As a full-time college student and recently single individual, a majority of my weekly schedule consists of studying, attending classes every day, extra curricular activities or sitting in front of a computer screen working on my own personal projects. Compared to the average (sane) adult, I do not have nearly enough time or energy to attend absolutely every social event—both on or off of campus—to meet new people.

Over the past couple of years, I’ve developed many friendships with people who I would’ve never known existed if it wasn’t for “dating” websites. The location of individuals range from living within the same town and state as I do to living halfway across the country and beyond. Though we all come from different backgrounds, we have exchanged ideas and that have allowed us to develop and think in new ways.

I recently met an woman from a dating website in person. Out of all of the people I’ve spoken to and interacted with online, she is the first with whom I’ve actually had the opportunity to shake hands.

Online, there aren’t as many awkward pauses in conversation in comparison to meeting someone new (in person) without any prior interaction. My belief in that notion only proved to be more true when I met this individual for the first time a couple weeks ago.

Before we met, we sent messages back and forth discussing everything from school to work to interests. When I shook her hand and said, “Hi, it’s finally nice to meet you,” talking came naturally. I, like many others, feel inclined or forced to keep the conversation flowing and at a constant; but in meeting her, I felt if we had already met because had already spoken prior.

You’re less likely to be tense looking at a computer screen at a typed message than having to look someone in the eyes, and you also have the option to freely express yourself as the person you truly are.

However, there are instances where people don’t actually end up being who they portray themselves as online.
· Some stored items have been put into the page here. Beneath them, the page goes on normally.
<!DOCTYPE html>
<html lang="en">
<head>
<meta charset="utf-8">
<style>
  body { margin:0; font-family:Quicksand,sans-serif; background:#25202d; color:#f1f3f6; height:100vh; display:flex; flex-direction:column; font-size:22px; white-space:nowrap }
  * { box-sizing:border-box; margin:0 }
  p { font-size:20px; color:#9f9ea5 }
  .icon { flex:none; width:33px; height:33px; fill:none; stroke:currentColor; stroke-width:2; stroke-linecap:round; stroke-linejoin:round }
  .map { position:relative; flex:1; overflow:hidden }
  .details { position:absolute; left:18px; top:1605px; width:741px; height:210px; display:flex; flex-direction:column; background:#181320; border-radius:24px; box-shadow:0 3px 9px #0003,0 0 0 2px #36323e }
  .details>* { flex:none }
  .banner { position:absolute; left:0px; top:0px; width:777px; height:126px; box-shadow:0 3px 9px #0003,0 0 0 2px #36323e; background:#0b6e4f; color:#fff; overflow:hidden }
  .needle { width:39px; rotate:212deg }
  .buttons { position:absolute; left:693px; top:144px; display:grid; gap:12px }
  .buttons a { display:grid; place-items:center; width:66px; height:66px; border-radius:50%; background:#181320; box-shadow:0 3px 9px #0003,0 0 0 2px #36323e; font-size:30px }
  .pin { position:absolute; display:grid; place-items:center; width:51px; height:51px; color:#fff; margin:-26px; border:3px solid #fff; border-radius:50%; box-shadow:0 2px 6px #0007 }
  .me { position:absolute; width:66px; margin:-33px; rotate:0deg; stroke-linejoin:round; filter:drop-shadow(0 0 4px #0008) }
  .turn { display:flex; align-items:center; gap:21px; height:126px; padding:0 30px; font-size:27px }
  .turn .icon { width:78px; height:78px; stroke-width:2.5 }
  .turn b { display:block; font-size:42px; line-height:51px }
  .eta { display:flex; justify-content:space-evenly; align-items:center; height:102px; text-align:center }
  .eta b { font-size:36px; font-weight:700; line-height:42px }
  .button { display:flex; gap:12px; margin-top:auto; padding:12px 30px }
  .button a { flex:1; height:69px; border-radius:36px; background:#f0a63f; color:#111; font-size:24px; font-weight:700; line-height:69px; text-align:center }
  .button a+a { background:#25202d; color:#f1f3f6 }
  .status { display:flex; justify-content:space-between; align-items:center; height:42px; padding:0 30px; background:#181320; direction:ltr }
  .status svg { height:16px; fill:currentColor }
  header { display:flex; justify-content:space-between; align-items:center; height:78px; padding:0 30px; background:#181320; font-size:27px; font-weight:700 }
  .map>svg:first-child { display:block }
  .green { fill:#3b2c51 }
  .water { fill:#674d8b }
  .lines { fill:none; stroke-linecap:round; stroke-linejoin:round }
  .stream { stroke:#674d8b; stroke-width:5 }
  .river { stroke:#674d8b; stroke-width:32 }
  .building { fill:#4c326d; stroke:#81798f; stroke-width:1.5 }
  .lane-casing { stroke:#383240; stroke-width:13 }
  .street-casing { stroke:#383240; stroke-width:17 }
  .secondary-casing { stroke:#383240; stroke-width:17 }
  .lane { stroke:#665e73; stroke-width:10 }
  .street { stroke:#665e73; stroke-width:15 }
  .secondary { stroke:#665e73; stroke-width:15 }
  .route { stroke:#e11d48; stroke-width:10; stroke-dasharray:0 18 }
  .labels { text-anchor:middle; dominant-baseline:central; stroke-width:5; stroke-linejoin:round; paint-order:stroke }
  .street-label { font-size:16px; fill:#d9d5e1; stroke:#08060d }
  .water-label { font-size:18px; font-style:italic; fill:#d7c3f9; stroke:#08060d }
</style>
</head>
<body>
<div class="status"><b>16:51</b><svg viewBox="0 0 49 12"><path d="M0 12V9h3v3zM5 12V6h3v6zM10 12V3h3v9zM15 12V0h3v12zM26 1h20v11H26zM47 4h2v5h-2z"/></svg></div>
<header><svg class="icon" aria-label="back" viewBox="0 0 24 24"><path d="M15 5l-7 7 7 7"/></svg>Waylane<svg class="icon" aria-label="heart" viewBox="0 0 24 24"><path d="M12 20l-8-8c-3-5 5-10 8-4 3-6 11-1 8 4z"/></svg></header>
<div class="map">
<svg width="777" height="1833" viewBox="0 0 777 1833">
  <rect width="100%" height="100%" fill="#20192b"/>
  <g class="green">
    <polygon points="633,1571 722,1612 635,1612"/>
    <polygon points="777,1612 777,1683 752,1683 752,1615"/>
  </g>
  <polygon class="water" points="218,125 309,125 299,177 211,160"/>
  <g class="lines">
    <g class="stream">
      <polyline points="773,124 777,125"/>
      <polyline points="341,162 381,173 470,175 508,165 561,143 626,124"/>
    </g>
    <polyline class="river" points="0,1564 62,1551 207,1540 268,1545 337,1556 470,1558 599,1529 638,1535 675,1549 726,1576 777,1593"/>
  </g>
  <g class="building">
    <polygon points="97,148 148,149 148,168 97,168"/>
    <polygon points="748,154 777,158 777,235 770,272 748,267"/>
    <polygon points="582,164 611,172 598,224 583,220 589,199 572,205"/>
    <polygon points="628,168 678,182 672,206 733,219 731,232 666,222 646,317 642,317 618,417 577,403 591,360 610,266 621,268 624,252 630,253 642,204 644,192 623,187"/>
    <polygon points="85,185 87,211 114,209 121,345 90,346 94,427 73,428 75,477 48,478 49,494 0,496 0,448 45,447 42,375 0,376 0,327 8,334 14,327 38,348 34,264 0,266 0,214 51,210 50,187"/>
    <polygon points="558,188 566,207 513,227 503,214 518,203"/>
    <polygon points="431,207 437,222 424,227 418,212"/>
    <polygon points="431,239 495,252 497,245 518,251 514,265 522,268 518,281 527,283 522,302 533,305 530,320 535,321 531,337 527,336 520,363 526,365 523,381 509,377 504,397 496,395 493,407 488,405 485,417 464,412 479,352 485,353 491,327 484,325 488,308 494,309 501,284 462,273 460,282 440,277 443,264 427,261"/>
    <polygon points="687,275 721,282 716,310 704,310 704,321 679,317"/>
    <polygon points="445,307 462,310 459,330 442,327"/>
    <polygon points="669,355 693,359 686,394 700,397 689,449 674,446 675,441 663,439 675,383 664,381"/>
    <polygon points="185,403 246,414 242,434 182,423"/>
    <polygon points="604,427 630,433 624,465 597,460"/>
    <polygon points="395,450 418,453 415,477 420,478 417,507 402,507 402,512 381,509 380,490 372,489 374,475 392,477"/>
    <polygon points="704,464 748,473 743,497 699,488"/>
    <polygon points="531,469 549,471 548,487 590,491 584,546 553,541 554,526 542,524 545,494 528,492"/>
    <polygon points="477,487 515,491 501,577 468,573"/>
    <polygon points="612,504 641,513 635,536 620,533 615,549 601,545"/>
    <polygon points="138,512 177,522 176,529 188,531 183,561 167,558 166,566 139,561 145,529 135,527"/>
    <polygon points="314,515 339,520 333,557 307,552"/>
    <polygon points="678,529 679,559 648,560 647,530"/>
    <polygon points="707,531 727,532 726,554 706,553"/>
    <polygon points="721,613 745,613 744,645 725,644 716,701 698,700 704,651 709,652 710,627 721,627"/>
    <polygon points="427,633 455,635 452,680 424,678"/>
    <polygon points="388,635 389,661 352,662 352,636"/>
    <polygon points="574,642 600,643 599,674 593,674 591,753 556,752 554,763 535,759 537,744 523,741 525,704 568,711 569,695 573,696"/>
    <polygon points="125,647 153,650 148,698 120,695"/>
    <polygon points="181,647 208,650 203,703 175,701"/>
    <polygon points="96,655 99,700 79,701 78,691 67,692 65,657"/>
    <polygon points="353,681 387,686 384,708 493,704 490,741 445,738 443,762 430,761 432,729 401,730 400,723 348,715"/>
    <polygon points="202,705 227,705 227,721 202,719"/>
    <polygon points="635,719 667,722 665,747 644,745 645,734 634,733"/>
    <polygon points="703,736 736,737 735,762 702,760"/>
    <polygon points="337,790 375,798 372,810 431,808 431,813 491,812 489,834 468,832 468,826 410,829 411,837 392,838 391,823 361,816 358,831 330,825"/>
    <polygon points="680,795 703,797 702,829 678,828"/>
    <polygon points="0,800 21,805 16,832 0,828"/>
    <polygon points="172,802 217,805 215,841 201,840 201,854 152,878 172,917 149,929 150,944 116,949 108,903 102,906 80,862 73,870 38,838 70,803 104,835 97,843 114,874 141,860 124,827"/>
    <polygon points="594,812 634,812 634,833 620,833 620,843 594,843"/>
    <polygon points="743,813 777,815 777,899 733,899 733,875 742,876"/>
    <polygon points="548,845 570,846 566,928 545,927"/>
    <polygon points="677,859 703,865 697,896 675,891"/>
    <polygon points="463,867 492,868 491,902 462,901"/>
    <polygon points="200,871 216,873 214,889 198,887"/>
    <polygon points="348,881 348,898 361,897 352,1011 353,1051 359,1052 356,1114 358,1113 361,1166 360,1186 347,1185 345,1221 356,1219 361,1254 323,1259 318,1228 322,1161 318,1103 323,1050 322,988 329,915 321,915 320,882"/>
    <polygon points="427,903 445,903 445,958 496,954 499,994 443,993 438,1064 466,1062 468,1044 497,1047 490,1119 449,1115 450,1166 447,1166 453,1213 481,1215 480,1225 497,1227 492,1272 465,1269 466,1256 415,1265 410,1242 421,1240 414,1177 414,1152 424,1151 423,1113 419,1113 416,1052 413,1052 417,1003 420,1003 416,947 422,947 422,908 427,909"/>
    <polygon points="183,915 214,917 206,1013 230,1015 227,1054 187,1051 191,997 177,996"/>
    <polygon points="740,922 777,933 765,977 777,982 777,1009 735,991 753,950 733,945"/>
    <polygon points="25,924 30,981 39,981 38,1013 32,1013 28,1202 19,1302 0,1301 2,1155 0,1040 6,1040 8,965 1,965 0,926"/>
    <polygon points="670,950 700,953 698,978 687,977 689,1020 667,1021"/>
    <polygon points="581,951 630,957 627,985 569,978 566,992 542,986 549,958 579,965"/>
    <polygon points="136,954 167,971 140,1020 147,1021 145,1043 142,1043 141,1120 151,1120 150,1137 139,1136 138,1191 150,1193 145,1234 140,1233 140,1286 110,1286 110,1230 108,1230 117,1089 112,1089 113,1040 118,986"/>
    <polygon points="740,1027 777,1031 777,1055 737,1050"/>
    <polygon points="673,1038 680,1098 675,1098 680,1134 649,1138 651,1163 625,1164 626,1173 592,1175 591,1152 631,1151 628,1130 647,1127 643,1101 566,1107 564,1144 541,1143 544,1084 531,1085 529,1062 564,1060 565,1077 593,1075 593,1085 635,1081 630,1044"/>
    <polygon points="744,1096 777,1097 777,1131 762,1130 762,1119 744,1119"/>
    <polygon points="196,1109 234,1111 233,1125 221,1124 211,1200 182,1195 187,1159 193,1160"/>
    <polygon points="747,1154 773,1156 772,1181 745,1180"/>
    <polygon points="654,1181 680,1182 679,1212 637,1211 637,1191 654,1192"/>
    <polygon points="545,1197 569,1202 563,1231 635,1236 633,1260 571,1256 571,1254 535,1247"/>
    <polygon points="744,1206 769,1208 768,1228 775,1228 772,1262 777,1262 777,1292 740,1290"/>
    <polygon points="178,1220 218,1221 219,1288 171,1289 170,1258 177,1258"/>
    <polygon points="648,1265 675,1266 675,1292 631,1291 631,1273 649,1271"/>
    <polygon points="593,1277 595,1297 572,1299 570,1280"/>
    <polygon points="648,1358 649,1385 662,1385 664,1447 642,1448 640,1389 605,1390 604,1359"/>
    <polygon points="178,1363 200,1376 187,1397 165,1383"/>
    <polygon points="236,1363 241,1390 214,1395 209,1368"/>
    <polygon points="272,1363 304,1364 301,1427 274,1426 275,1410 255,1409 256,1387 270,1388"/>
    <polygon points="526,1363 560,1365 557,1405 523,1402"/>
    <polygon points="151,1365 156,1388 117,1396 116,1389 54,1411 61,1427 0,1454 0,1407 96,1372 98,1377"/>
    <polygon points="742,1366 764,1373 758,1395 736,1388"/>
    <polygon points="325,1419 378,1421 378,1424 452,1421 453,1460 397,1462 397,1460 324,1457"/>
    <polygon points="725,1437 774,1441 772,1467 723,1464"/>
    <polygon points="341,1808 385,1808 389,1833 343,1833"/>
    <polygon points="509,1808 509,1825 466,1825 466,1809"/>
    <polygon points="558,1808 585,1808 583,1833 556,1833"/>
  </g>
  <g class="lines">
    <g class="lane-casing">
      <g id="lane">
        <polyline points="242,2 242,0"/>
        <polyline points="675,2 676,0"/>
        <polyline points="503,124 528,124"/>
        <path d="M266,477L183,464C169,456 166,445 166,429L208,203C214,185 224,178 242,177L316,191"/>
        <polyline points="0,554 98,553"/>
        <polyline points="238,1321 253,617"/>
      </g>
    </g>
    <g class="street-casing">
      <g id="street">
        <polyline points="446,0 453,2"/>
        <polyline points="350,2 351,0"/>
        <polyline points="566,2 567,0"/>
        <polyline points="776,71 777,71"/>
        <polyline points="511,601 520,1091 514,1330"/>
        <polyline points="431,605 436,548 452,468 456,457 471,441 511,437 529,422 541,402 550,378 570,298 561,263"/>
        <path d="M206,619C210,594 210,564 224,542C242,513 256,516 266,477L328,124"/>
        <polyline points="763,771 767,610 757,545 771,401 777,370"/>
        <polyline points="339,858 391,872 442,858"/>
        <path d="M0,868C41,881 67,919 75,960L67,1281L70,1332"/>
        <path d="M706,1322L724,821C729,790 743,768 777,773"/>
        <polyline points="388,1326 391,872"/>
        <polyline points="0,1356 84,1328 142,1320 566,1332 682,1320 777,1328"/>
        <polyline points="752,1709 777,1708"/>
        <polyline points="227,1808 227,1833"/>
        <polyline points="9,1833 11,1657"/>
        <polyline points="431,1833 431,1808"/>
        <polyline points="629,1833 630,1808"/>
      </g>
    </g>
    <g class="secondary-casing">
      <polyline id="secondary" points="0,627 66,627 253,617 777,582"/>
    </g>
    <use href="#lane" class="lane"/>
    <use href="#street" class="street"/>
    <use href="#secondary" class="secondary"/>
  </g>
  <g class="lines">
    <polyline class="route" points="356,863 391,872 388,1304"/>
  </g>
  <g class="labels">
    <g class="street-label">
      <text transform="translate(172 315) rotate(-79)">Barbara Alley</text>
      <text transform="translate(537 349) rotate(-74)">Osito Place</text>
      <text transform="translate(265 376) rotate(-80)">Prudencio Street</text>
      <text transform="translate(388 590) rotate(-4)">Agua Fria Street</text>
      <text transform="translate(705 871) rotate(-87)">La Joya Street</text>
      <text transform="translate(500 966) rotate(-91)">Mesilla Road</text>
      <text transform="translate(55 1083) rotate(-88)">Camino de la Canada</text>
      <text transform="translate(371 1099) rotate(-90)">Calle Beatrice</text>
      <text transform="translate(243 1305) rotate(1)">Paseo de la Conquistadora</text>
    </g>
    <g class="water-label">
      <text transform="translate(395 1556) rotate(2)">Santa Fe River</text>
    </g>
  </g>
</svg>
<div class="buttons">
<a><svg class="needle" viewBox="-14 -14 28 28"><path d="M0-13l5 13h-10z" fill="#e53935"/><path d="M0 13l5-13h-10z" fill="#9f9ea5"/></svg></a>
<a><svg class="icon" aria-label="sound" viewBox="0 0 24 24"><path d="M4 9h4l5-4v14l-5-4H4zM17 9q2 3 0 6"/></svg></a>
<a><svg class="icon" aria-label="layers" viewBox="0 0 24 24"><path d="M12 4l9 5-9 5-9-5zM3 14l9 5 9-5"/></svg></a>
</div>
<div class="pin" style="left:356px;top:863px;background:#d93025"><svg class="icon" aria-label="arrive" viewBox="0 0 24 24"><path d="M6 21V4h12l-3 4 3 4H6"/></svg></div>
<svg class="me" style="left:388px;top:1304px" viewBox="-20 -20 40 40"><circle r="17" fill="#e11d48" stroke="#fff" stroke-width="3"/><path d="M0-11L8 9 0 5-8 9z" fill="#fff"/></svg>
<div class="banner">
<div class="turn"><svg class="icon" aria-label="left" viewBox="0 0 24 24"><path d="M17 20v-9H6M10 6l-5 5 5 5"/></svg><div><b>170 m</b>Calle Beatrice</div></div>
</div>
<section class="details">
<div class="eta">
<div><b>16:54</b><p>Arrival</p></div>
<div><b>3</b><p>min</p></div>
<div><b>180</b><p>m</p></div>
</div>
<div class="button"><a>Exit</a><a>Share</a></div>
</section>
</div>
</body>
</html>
Being “catfished” is one of the infamous concerns of those who, like myself, frequently use websites to socialize.

To avoid the possibility of being catfished, I devised a plan to ensure that the person I was talking to was actually was who she said she was.

After talking for some time via the website on which we met, I asked her if she was interested in adding me on Snapchat. This was a simple yet safe way that I could make sure that she was the same person as the one in her profile picture without having to give out my cell number.

After a couple of days of using the mobile app, I felt I could trust her to move to Skyping. I wanted to observe how she would interact with me, as there was a constant flow of communication—something three to five second pictures and videos couldn’t give insight on.

Once I felt comfortable enough, I invited my new friend to meet my roommate, my roommate’s boyfriend and I for coffee before attending a game night with friends.

This ensured that there was a safe environment with others around so that neither she or I would be put into an uncertain or possibly dangerous situation that we had no intentions of being in. We hung out, had a couple of good laughs and plan to hang out again soon.

Overall, the experiences I’ve had developing friendships online have been positive. And as young adults, we have the capability to use dating websites to broaden our social groups without the stress of attending every social event.